Suffering a serious injury can be one of the hardest things for a basketball player to experience. These setbacks are always frustrating, and recovery time can vary from player to player.
While the negatives of injuries are obvious, there can be some good that comes from going through this process. Of course, players may not admit that during their road to recovery, but there is an opportunity to take some positives from their time on the sideline when they return to the court.
For Utah Jazz point guard Dante Exum, his road back from an ACL tear a year ago has allowed him to see some of those positives that come with riding the pine. Exum missed all of last season while rehabbing from a torn left ACL and spent a lot of time watching from the sidelines.
During this time, Exum was able to gain a better understanding of the game, which helped boost his basketball IQ. Sitting injured on the sidelines is obviously not where a player wants to be, but it proved to be a learning experience for him.
“I was sitting with a coach every game and on the road I was watching every game,” Exum told Basketball Insiders. “I was watching so much basketball and just getting the chance to learn away from the game not being able to play. I still think the best way to learn is to play, but it gave me a different perspective.”
Each player’s path in rehab can be different. Some respond to treatment quicker than others. Players that have suffered serious injuries, like an ACL tear, say there is a lot of downtime in the process.
It’s easy to see how some players can become down on themselves during this time, as there is a lot of uncertainty regarding ACL tears.

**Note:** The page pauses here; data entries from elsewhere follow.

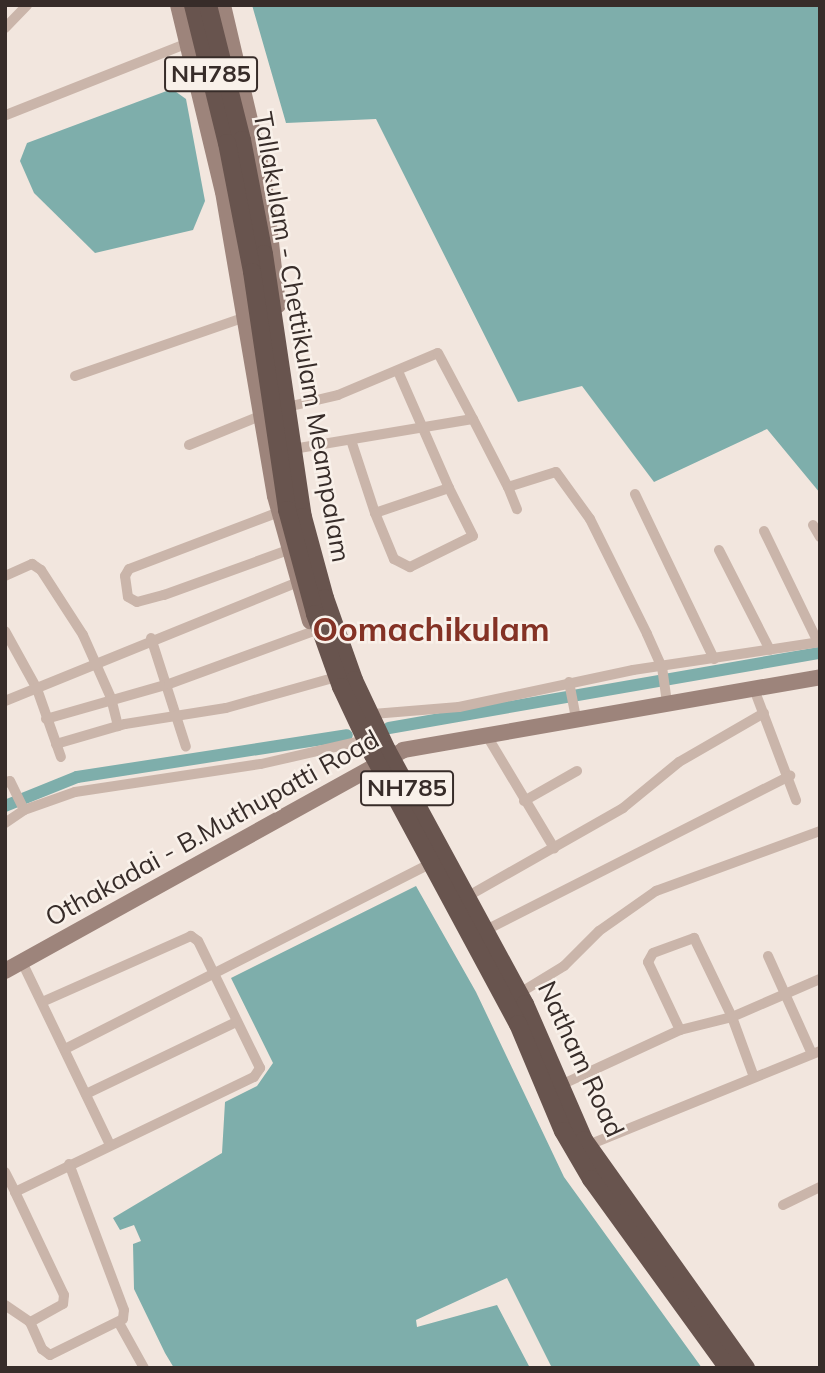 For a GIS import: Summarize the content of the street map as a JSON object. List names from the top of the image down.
{
  "streets": {
    "highway": ["NH785", "Tallakulam - Chettikulam Meampalam"],
    "main road": ["Othakadai - B.Muthupatti Road", "Natham Road"]
  },
  "crossings": [
    ["Othakadai - B.Muthupatti Road", "Natham Road"]
  ],
  "districts": ["Oomachikulam"]
} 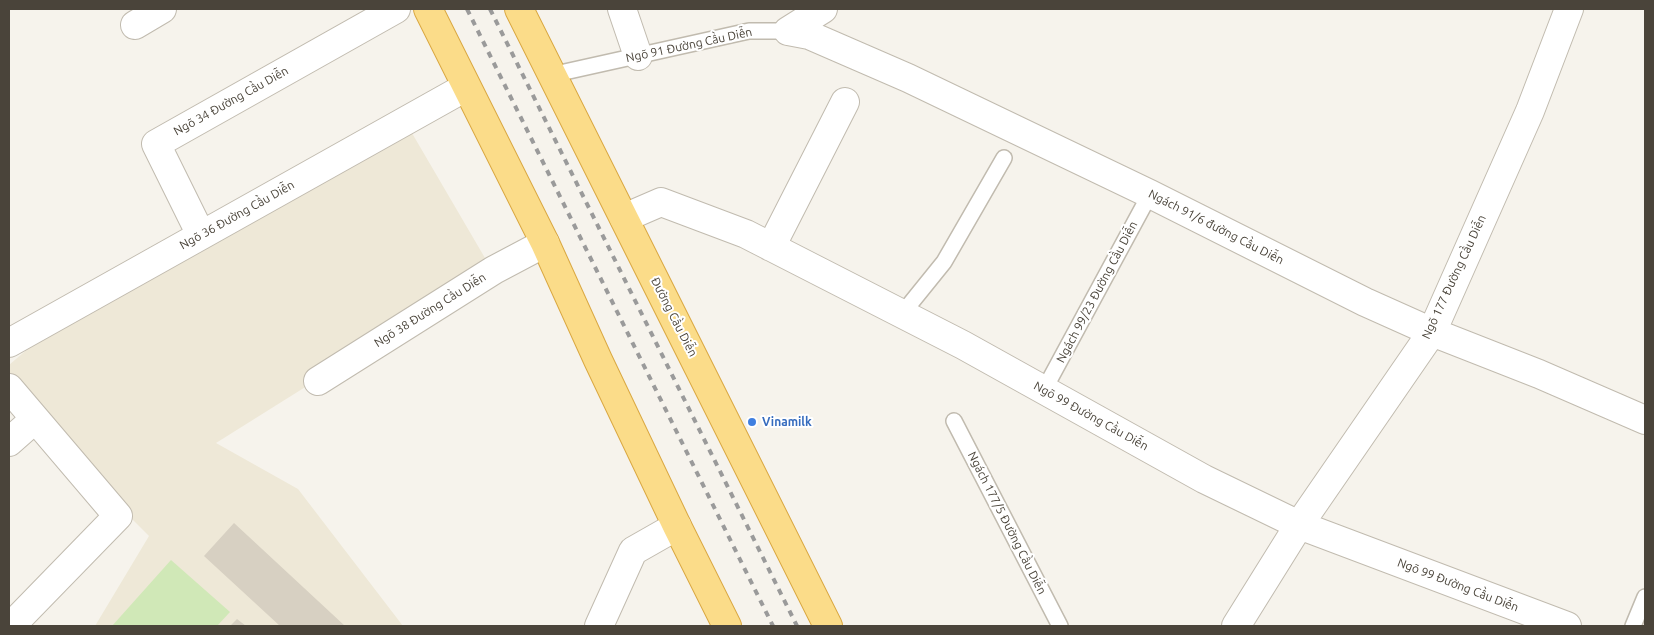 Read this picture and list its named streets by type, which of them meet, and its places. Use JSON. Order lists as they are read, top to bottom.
{
  "streets": {
    "highway": ["Đường Cầu Diễn"],
    "street": [
      "Ngõ 34 Đường Cầu Diễn",
      "Ngõ 36 Đường Cầu Diễn",
      "Ngách 91/6 đường Cầu Diễn",
      "Ngõ 177 Đường Cầu Diễn",
      "Ngõ 38 Đường Cầu Diễn",
      "Ngõ 99 Đường Cầu Diễn"
    ],
    "lane": ["Ngõ 91 Đường Cầu Diễn", "Ngách 99/23 Đường Cầu Diễn", "Ngách 177/5 Đường Cầu Diễn"]
  },
  "crossings": [
    ["Ngõ 91 Đường Cầu Diễn", "Ngách 91/6 đường Cầu Diễn"],
    ["Ngõ 91 Đường Cầu Diễn", "Đường Cầu Diễn"],
    ["Ngõ 34 Đường Cầu Diễn", "Ngõ 36 Đường Cầu Diễn"],
    ["Ngách 91/6 đường Cầu Diễn", "Ngõ 177 Đường Cầu Diễn"],
    ["Ngách 91/6 đường Cầu Diễn", "Ngách 99/23 Đường Cầu Diễn"],
    ["Ngõ 177 Đường Cầu Diễn", "Ngõ 99 Đường Cầu Diễn"],
    ["Ngách 99/23 Đường Cầu Diễn", "Ngõ 99 Đường Cầu Diễn"],
    ["Đường Cầu Diễn", "Ngõ 99 Đường Cầu Diễn"]
  ],
  "places": ["Vinamilk"]
}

Guys have returned from knee injuries and picked up where they left off, while others have needed more time to return to playing at a high level (or they simply don’t reach that level again).
Part of the process of getting back on the court includes increasing their confidence and being able to trust their body again during games. Once a player is able to return, a big part of returning to form is playing as if no injury occurred.

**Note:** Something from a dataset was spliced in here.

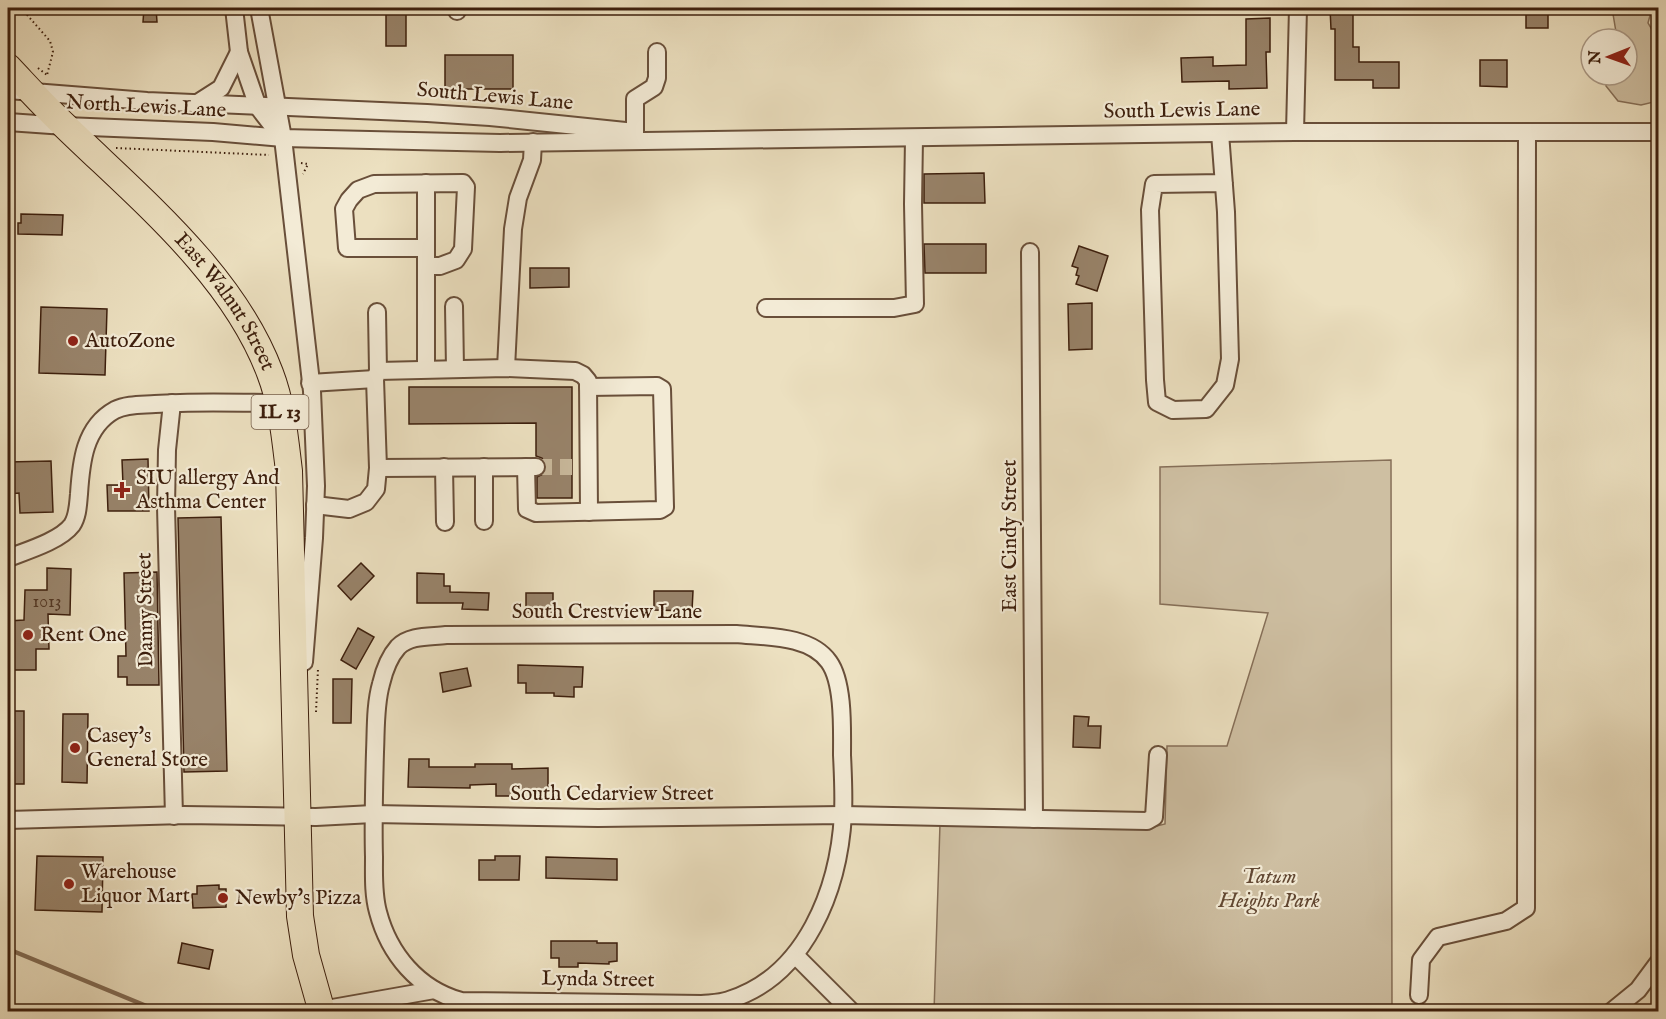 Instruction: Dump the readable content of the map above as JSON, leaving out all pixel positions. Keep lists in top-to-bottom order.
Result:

“[Gaining confidence] was the biggest thing that we were trying to work on throughout this whole rehab,” Exum said. “Definitely in the later stages, when it got to that point where I was starting to play again, it was just about getting the confidence back in the knee and the ability to play again. It took time but I had [confidence] before the season started.
“I think in the flow of the game, I definitely don’t think about it. Once it gets hit once in awhile, it kind of reminds you that it’s there. You kind of go, ‘Okay, yeah it’s there.’ It’s fine and I keep playing and it’s back to normal.”
Exum suffered his injury while playing last year with the Australian national team. News of the injury proved to be a huge blow to the Jazz last season as it left a huge hole at the point guard position. The team was forced to rely on several point guards throughout the season, like Trey Burke, Shelvin Mack, Raul Neto and Erick Green.
While Exum had a relatively quiet rookie season two years ago, his absence in the lineup still proved to be a big loss. For a team that prides itself on its defense, losing a great defender in Exum was a blow to their defensive identity. Even without Exum, the Jazz still finished inside the top 10 in defense last season.
For a few seasons now, the Jazz have been labeled as a team on the rise. The Jazz’s young core of Gordon Hayward, Rodney Hood, Derrick Favors, Rudy Gobert, Exum and others is among the best in the league. The team went out over the offseason and added veterans like George Hill, Joe Johnson and Boris Diaw to give its lineup some good balance.
The Jazz finished just one game out of the playoff race last season. The young core had some inconsistent play over the last month of the season, which allowed the Houston Rockets to sneak into the eighth seed in the Western Conference. Adding the three veterans seems to be helping so far this season.
The team has gotten off to a solid 7-4 start this season and find themselves fifth in the West. The defense currently ranks fourth in the NBA, giving up just 99.4 points per 100 possessions. The 7-4 start seems impressive as the team just wrapped up a five-game Eastern Conference road trip that saw them win four of those contests.
In 11 games this season, Exum is averaging 6.5 points, 2.4 rebounds and 1.6 assists per game. His shooting percentages have improved compared to his rookie year, as he’s shooting 43 percent from the floor, including 36 percent from three-point range. Exum said he didn’t believe his shot was necessarily broken, but just needed to find some consistency.
With so much time spent during the rehab process, Exum is back stronger than ever. He said he worked out his upper body a lot during rehab and even his lower body once he was able to. It seems like a safe bet that he’ll continue to improve this season as he gains his confidence back and adjusts to playing with his teammates.
“We had all of September to kind of work that out and through preseason as well,” Exum said. “It was obviously hard last year being out of the team kind of feeling like an outsider, but I definitely feel like I’m back on the team.”